Evaluation of academic research: Peer review versus bibliometric algorithm

Gianni De Fraja 23 August 2019

a

A

Many countries evaluate publicly funded research with formal periodic exercises (see Wang et al. 2014 for a recent survey). Among the pioneers in this field, the UK has conducted several such exercises since 1986, as explained in detail on the RAE2008 website. The aim of these exercises is threefold: (i) to ensure accountability for taxpayer funded investment in research, (ii) to produce public evidence of its benefits, and (iii) to guide the selective allocation of the annual ‘block’ budget for research to institutions.

These exercises are very costly. A substantial part of this cost is the time of the over 1,000 assessors, divided into 36 panels, whose task is to assess research in each specific discipline. The panels assess the contribution of the academics submitted by each institution in three areas: research output, environment, and impact. Output is assessed through the evaluation of scholarly work (such as books or journal articles), published in the period since the previous assessment. Each academic submitted is required to list four different items, and the panels attribute to each item they receive a measure of quality on a five-point scale (ranging from 4* “quality that is world-leading in terms of originality, significance and rigour”, to 0* “quality that falls below the standard of nationally recognised work”). Evaluation is by peer review, each item being subjectively assessed by some members of the panel. With close to 200,000 outputs to assess, it is easy to see how costs may escalate rapidly. 

In an attempt to reduce the cost, the British funding agency ran a pilot study to potentially replace peer review with an evaluation based on a bibliometric algorithm, but concluded, partly following the sentiments of the academic community, that this method is “not sufficiently robust […] to replace expert review in the [evaluation]” (HEFCE 2009).
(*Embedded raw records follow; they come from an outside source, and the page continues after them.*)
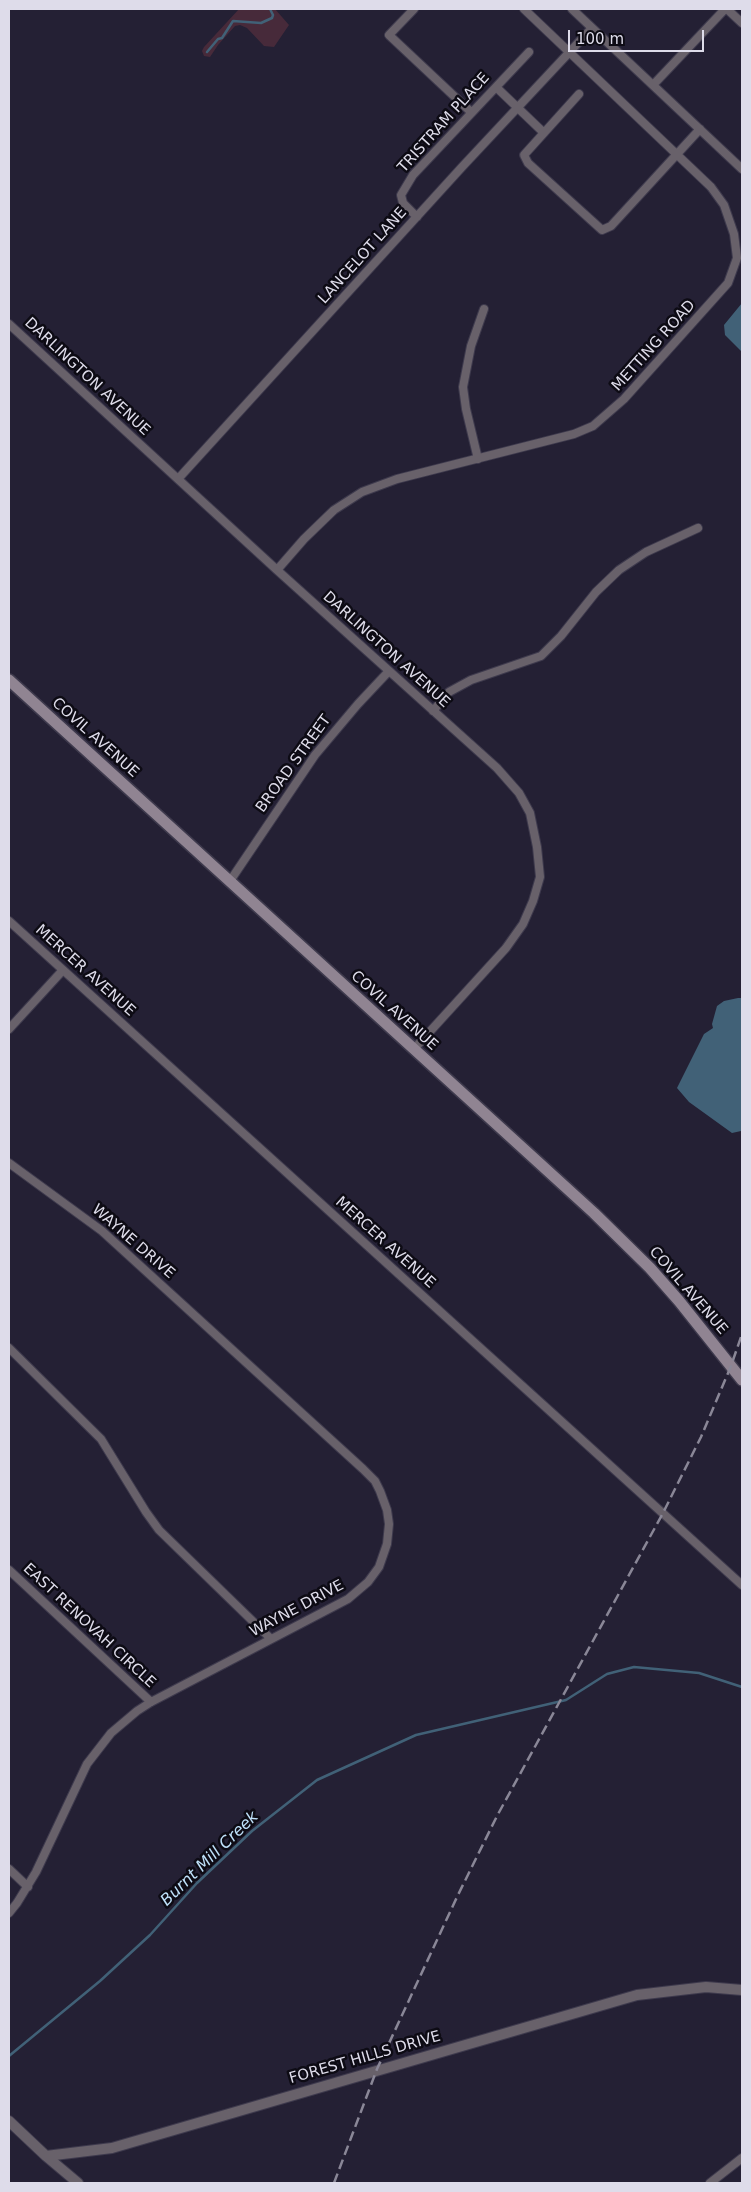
<!DOCTYPE html>
<style>
body{margin:0}
#map{position:relative;width:751px;height:2192px;overflow:hidden;background:#242034;font-family:"DejaVu Sans",sans-serif}
canvas{display:block}
.frame{position:absolute;inset:0;border:10px solid #dedcea;pointer-events:none}
.scale{position:absolute;left:568px;top:30px;width:136px;height:22px;box-sizing:border-box;border:2px solid #dedcea;border-top:0;padding-left:6px;font-size:15px;line-height:18px;white-space:nowrap;color:#dedcea;-webkit-text-stroke:4px #0d0b14;paint-order:stroke}
</style>
<div id="map">
<canvas width="751" height="2192"></canvas>
<div class="frame"></div>
<div class="scale">100 m</div>
</div>
<script>
const context = document.querySelector('canvas').getContext('2d');
context.lineJoin = 'round';
function paint(path, color) { context.fillStyle = color; context.fill(path, 'evenodd'); }
const shape = rows => new Path2D(rows.map(r => 'M' + r).join(''));
function stroke(path, color, width, dash) { context.strokeStyle = color; context.lineWidth = width; context.lineCap = dash ? 'butt' : 'round'; context.setLineDash(dash || []); context.stroke(path); }
function label(font, color, halo, rows, align = 'center') {
  context.font = font + ' "DejaVu Sans",sans-serif'; context.lineWidth = 5; context.setLineDash([]); context.textBaseline = 'middle'; context.strokeStyle = halo; context.fillStyle = color; for (const [text, x, y, turn = 0] of rows) {
    context.save(); context.translate(x, y); context.rotate((+turn || 0) * Math.PI / 180); context.textAlign = isNaN(turn) ? turn : align; if (halo) context.strokeText(text, 0, 0); context.fillText(text, 0, 0); context.restore();
  }
}
paint(shape([
 [239,9,275,9,289,25,274,47,264,46,247,28,240,25,235,26,218,45,210,57,204,56,202,51,204,47]
]), '#472a3a');
paint(shape([
 [742,303,742,352,725,335,724,325],
 [738,998,742,998,742,1129,741,1131,732,1133,689,1102,677,1088,704,1034,713,1028,712,1024,717,1006,724,1001]
]), '#416177');
stroke(shape([
 [207,52,218,39,222,38,233,21,261,23,272,18,273,15,270,9],
 [9,2056,100,1981,150,1935,197,1883,252,1831,317,1780,416,1735,566,1700,607,1674,634,1667,699,1673,742,1687]
]), '#416177', 2.5);
const minor = shape([
 [414,9,389,35,471,112],
 [572,9,742,169],
 [727,9,742,23],
 [653,85,725,9],
 [496,87,543,132],
 [579,94,524,155,528,163,602,230,611,226,700,129],
 [417,217,403,203,401,195,413,175,529,52],
 [9,324,277,570,497,768,519,793,530,813,537,847,540,877,533,901,523,924,506,948,414,1049],
 [478,459,466,409,463,387,471,346,484,309],
 [178,479,462,167,592,28],
 [277,570,304,539,334,510,362,492,397,479,574,434,593,426,624,399,728,283,737,258,734,234,724,205,711,187,524,9],
 [433,711,449,692,471,680,541,656,561,636,596,592,619,570,646,552,698,528],
 [230,881,315,755,358,704,389,671],
 [9,921,742,1585],
 [9,1029,63,970],
 [9,1163,102,1231,363,1469,375,1481,380,1491,387,1510,389,1524,387,1544,379,1567,368,1582,348,1599,151,1702,137,1711,111,1733,87,1764,36,1872,17,1903,9,1913],
 [9,1348,101,1439,146,1512,159,1530,270,1638],
 [9,1570,151,1702],
 [9,1869,28,1887],
 [710,2183,742,2158]
]);
const tertiary = shape([
 [9,2121,46,2156,112,2148,637,1995,706,1987,742,1990],
 [46,2156,78,2183]
]);
const secondary = shape([
 [9,680,594,1213,650,1268,679,1301,742,1380]
]);
stroke(minor, '#3e3a4d', 10);
stroke(tertiary, '#3e3a4d', 12);
stroke(secondary, '#3e3a4d', 14);
stroke(minor, '#68616a', 8);
stroke(tertiary, '#68616a', 10);
stroke(secondary, '#908492', 11);
stroke(shape([
 [334,2183,377,2069,457,1897,497,1816,663,1513,701,1437,731,1366,742,1334]
]), '#8a8797', 2.5, [10, 5]);
label('15px', '#dedcea', '#0d0b14', [
 ["TRISTRAM PLACE",444,123,-48],
 ["LANCELOT LANE",363,256,-48],
 ["METTING ROAD",654,346,-48],
 ["DARLINGTON AVENUE",87,377,43],
 ["DARLINGTON AVENUE",386,650,42],
 ["COVIL AVENUE",95,738,42],
 ["BROAD STREET",294,764,-54],
 ["MERCER AVENUE",85,971,42],
 ["COVIL AVENUE",394,1011,42],
 ["WAYNE DRIVE",133,1242,41],
 ["MERCER AVENUE",385,1243,42],
 ["COVIL AVENUE",688,1291,49],
 ["WAYNE DRIVE",297,1609,-28],
 ["EAST RENOVAH CIRCLE",89,1626,43],
 ["FOREST HILLS DRIVE",365,2058,-16]
]);
label('italic 16px', '#bfe1fa', '#0d0b14', [
 ["Burnt Mill Creek",210,1859,-44]
]);
</script>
This is despite the fact that many other countries conduct their research evaluation using a bibliometric algorithm, a mechanical method for attributing a score to publication based on measurable objective parameters such as the number of citation and the quality of the journal where it is published (Wang et al. 2014). 

In a paper (Checchi et al. 2019) to be presented at the European Economic Association conference in Manchester on 28 August, we investigate whether a sophisticated bibliometric algorithm could have replaced the assessment obtained via peer review in the last evaluation of the research conducted by British universities, the REF2014. 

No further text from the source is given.